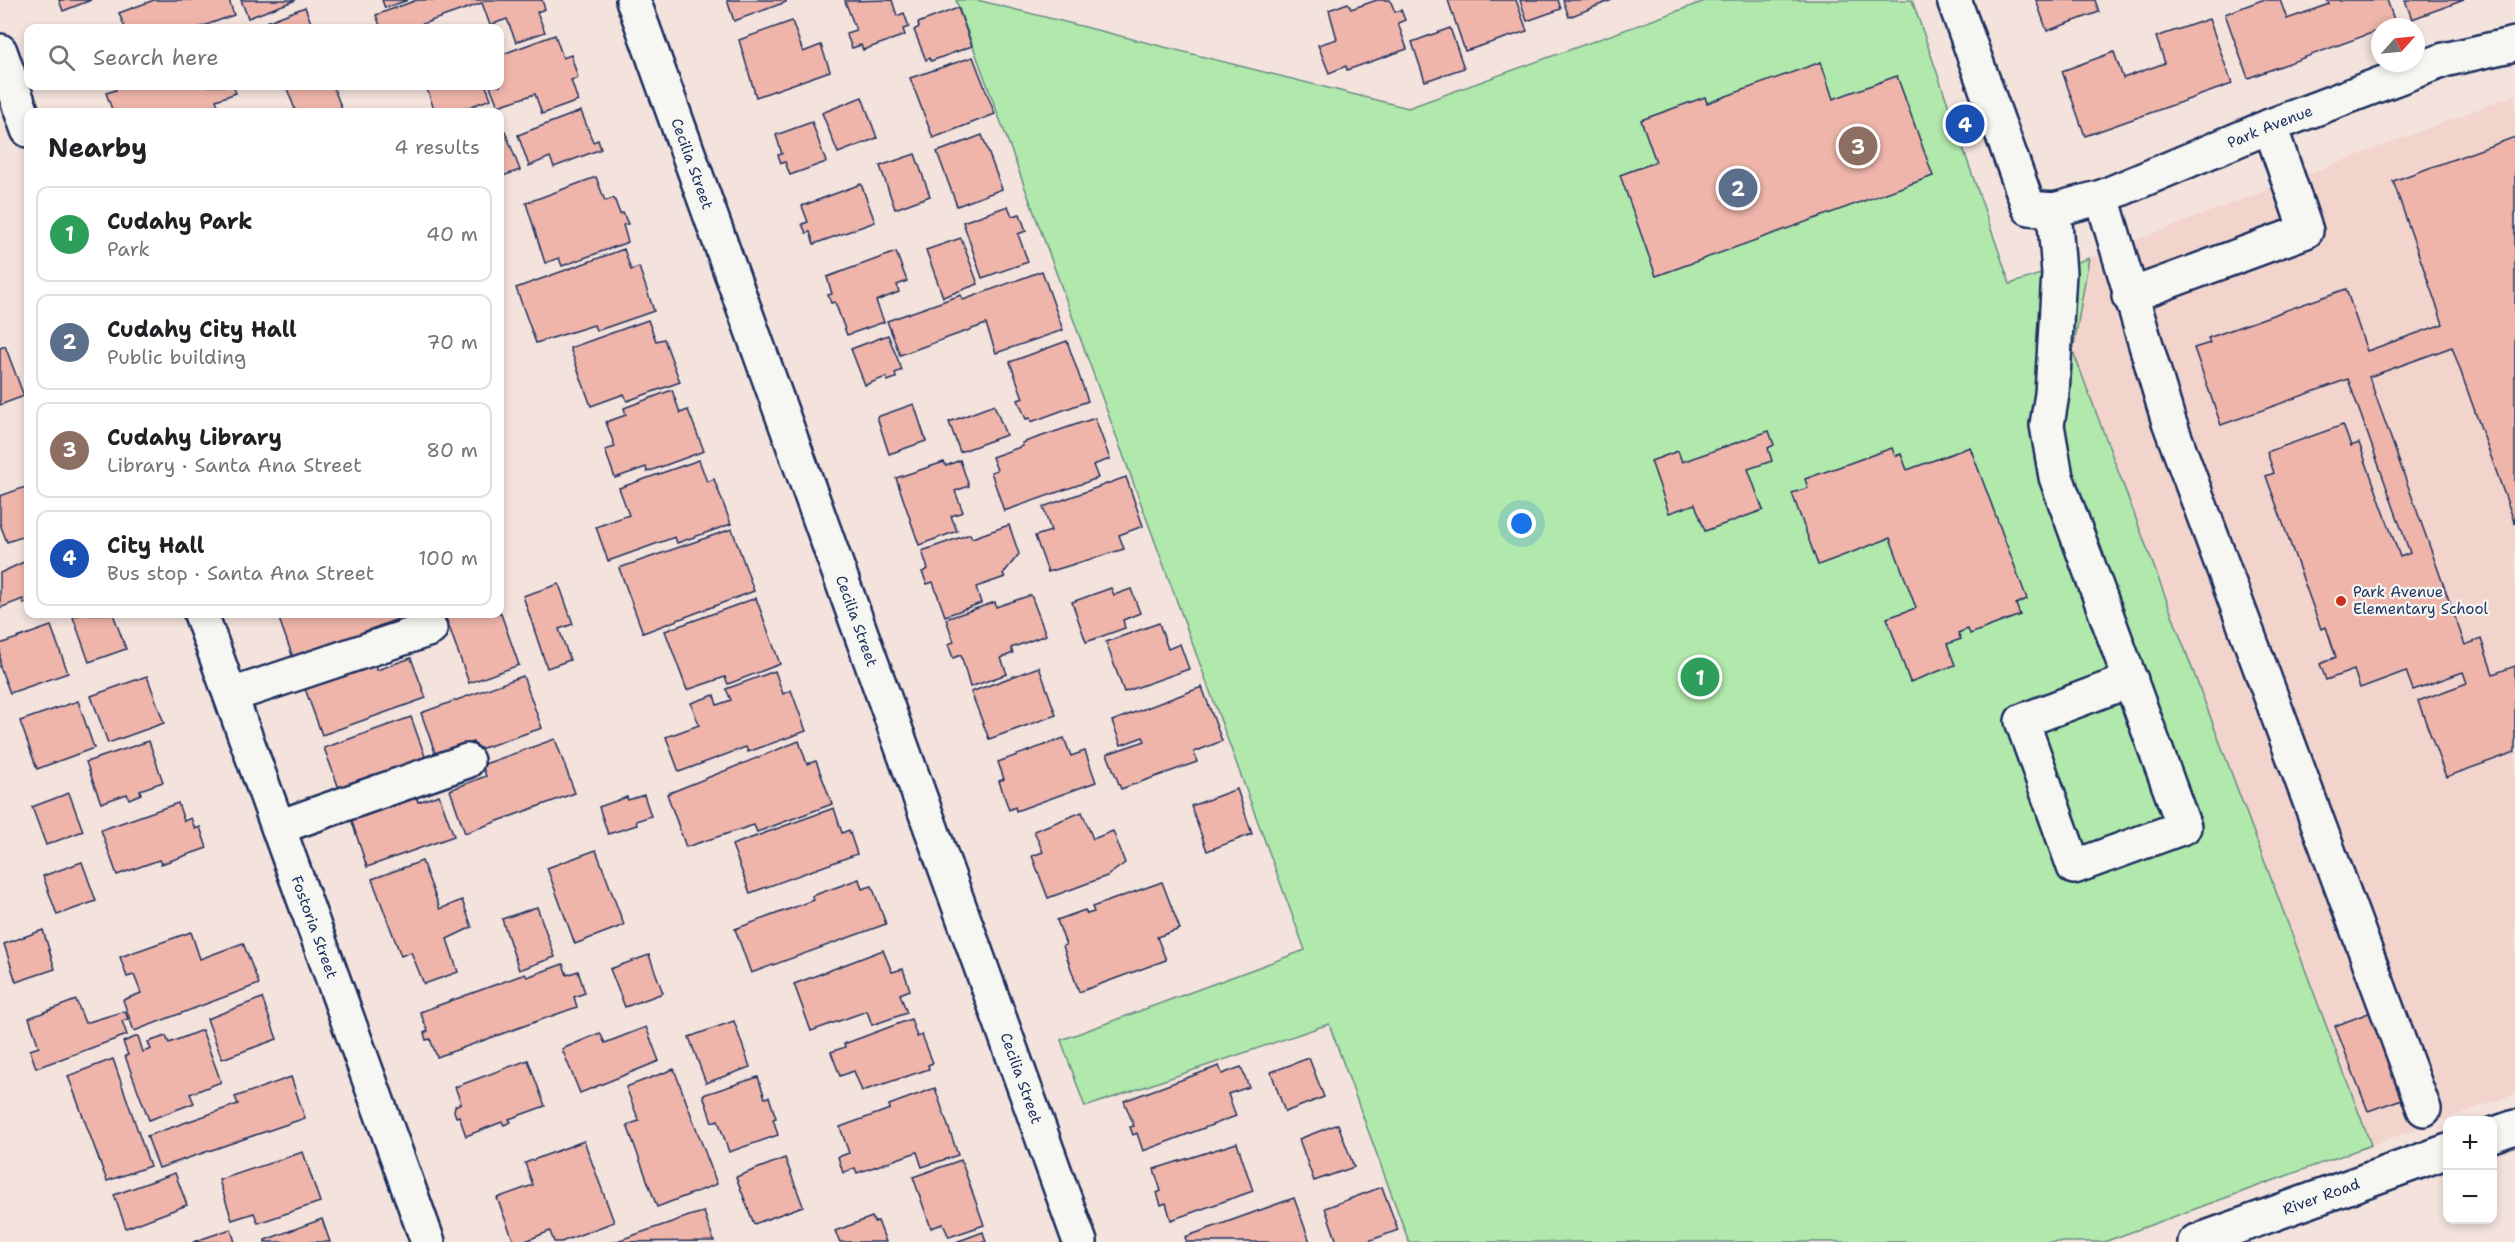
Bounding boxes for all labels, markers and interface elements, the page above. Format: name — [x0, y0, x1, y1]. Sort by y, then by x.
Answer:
north arrow — [2371, 18, 2425, 72]
search box — [24, 24, 504, 90]
icon: search — [45, 41, 78, 74]
text: Search here — [93, 43, 219, 72]
street label: Park Avenue — [2224, 101, 2315, 153]
pin: 4 — [1946, 102, 1984, 146]
street label: Cecilia Street — [666, 115, 718, 212]
pin: 3 — [1838, 124, 1878, 168]
text: Nearby — [48, 130, 147, 165]
text: 4 results — [394, 134, 480, 160]
pin: 2 — [1718, 166, 1758, 210]
text: Cudahy Park — [107, 207, 253, 236]
text: 1 — [65, 221, 74, 247]
text: 40 m — [426, 221, 478, 247]
text: Park — [107, 236, 150, 262]
text: Cudahy City Hall — [107, 315, 297, 344]
text: 2 — [63, 329, 77, 355]
text: 70 m — [426, 329, 478, 355]
text: Public building — [107, 344, 246, 370]
text: Cudahy Library — [107, 423, 282, 452]
text: 3 — [63, 437, 77, 463]
text: 80 m — [426, 437, 478, 463]
text: Library · Santa Ana Street — [107, 452, 362, 478]
your location — [1507, 509, 1536, 538]
text: City Hall — [107, 531, 204, 560]
text: 4 — [63, 545, 77, 571]
text: 100 m — [418, 545, 478, 571]
text: Bus stop · Santa Ana Street — [107, 560, 374, 586]
street label: Cecilia Street — [831, 573, 882, 669]
place label: Park Avenue Elementary School — [2353, 582, 2489, 619]
marker: Park Avenue Elementary School — [2334, 594, 2348, 608]
pin: 1 — [1680, 654, 1720, 700]
street label: Fostoria Street — [286, 873, 342, 981]
street label: Cecilia Street — [995, 1030, 1047, 1127]
map controls — [2443, 1116, 2497, 1224]
button: + — [2443, 1116, 2497, 1170]
button: − — [2443, 1170, 2497, 1224]
street label: River Road — [2280, 1173, 2363, 1220]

— Work to complete —
Print each record exactly as it stands, skipping the pictures.

— Response area —
Bounding boxes for all labels, markers and interface elements, the page above. Format: name — [x0, y0, x1, y1]. Sort by y, then by x.
Answer:
north arrow — [2371, 18, 2425, 72]
search box — [24, 24, 504, 90]
icon: search — [45, 41, 78, 74]
text: Search here — [93, 43, 219, 72]
street label: Park Avenue — [2224, 101, 2315, 153]
pin: 4 — [1946, 102, 1984, 146]
street label: Cecilia Street — [666, 115, 718, 212]
pin: 3 — [1838, 124, 1878, 168]
text: Nearby — [48, 130, 147, 165]
text: 4 results — [394, 134, 480, 160]
pin: 2 — [1718, 166, 1758, 210]
text: Cudahy Park — [107, 207, 253, 236]
text: 1 — [65, 221, 74, 247]
text: 40 m — [426, 221, 478, 247]
text: Park — [107, 236, 150, 262]
text: Cudahy City Hall — [107, 315, 297, 344]
text: 2 — [63, 329, 77, 355]
text: 70 m — [426, 329, 478, 355]
text: Public building — [107, 344, 246, 370]
text: Cudahy Library — [107, 423, 282, 452]
text: 3 — [63, 437, 77, 463]
text: 80 m — [426, 437, 478, 463]
text: Library · Santa Ana Street — [107, 452, 362, 478]
your location — [1507, 509, 1536, 538]
text: City Hall — [107, 531, 204, 560]
text: 4 — [63, 545, 77, 571]
text: 100 m — [418, 545, 478, 571]
text: Bus stop · Santa Ana Street — [107, 560, 374, 586]
street label: Cecilia Street — [831, 573, 882, 669]
place label: Park Avenue Elementary School — [2353, 582, 2489, 619]
marker: Park Avenue Elementary School — [2334, 594, 2348, 608]
pin: 1 — [1680, 654, 1720, 700]
street label: Fostoria Street — [286, 873, 342, 981]
street label: Cecilia Street — [995, 1030, 1047, 1127]
map controls — [2443, 1116, 2497, 1224]
button: + — [2443, 1116, 2497, 1170]
button: − — [2443, 1170, 2497, 1224]
street label: River Road — [2280, 1173, 2363, 1220]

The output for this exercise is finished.